SHANE KERR: I will make some popcorn. Fantastic.

AUDIENCE SPEAKER: Andrew Dul from ARIN, but I am not speaking for ARIN at this point. The one thing I would like people to remember is that we tonight have ‑‑ the numbers community today doesn't have a formal agreement with IANA and that is what the SLA is about, and that is currently in the process of being negotiated in an open manner and I am really pleased to see that that is occurring in an open manner. But as the document changes and it gets longer, I think it's easy for to us kind of check out and say, you know, it's going pretty good binge we need to have the stamina to continue to review the document even though it does get longer as time goes on, and continue to contribute feedback publically, affirming that as our agreement if that is really what we want because it's really important, in my opinion, that we have the positive feedback from the community that this is the agreement that we all agreed to, this meets our principles, because having the positive feedback loop is important, in my opinion, to confirming that this is the direction we want to go for the long‑term.

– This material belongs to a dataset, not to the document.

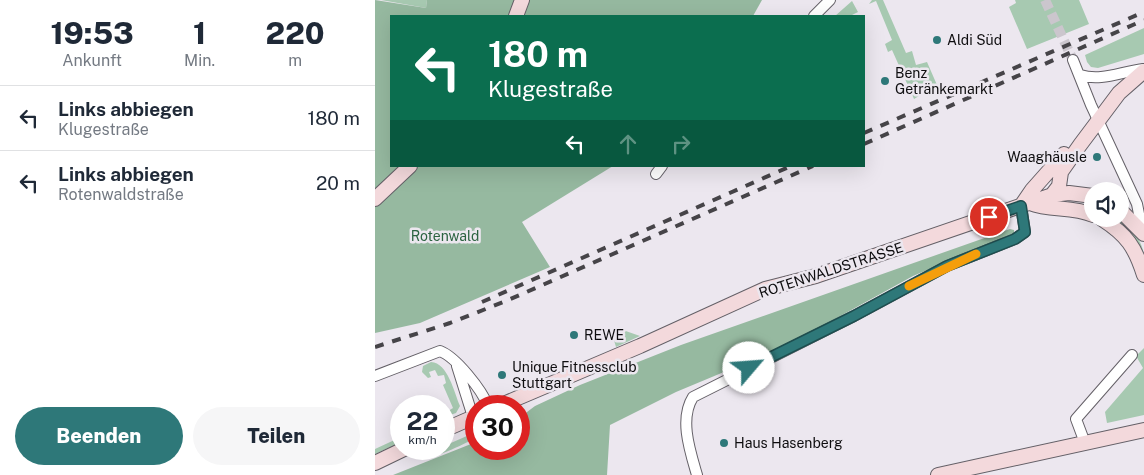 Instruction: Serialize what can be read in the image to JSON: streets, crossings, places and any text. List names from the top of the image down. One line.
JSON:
{"streets":{"main road":["ROTENWALDSTRASSE"]},"parks":["Rotenwald"],"places":["Aldi Süd","Benz Getränkemarkt","Waaghäusle","REWE","Unique Fitnessclub Stuttgart","Haus Hasenberg"],"page":{"eta":["19:53","Ankunft","1","Min.","220","m"],"turn":["180 m","Klugestraße"],"list":[{"name":"Links abbiegen","note":"Klugestraße","value":"180 m"},{"name":"Links abbiegen","note":"Rotenwaldstraße","value":"20 m"}],"speed":"22 km/h","limit":"30","buttons":["Beenden","Teilen"]}}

ATHINA FRAGKOULI: Maybe it's worth mentioning that the third draft SLA is also published, along with changes from the previous draft and along with a matrix with individual comments and in the way we have handled these individual comments. Now, it's time for ICANN lawyers to give their feedback and we are looking forward to that.

CHRIS BUCKRIDGE: Those documents are on

AUDIENCE SPEAKER ‑ Martin Seebe: RIPE ‑‑ co‑chair of the accountability group but I am speaking only for myself. Very short and clear reminder: Before the NTIA announcement, RIPE ‑‑ the numbers community and the IETF and protocols community didn't ask for any transition at the ‑‑ but the numbers community, part of it at least, did ask for transition before even having that announcement, maybe thanks no Snowden or anybody else the NTIA announcement came and the main community sees that community and the numbers community and the protocols community had a choice, either to jump on the train or to leave the seat empty. I think that that was the good choice to jump in the train and I personally proud of the numbers community work and the protocol but come on, let's not complain; that is the easiest work. And in terms of accountability now, you said it many times: there is little impact on the whole work of accountability on the numbers community. That means whatever, the outcome is bad, it's little impact for you, so my question is: Why are you repeating, we would compromise, jeopardise, etc., etc.? What is the worst case for the numbers community besides waste of time, energy, disappointment, so if the if says you are too late, I withdraw my ‑‑ is comfortable for you so I can't understand why are you pushing a ‑‑ push this CCWG to deliver but I can't understand is there any rationale behind really pushing in that way? Of course you deserve champagne but I don't think ‑‑ understand what is the greatest risk for the numbers community and what is the really ‑‑ what is compromised for you?

CHRIS BUCKERIDGE: A very quick answer for that.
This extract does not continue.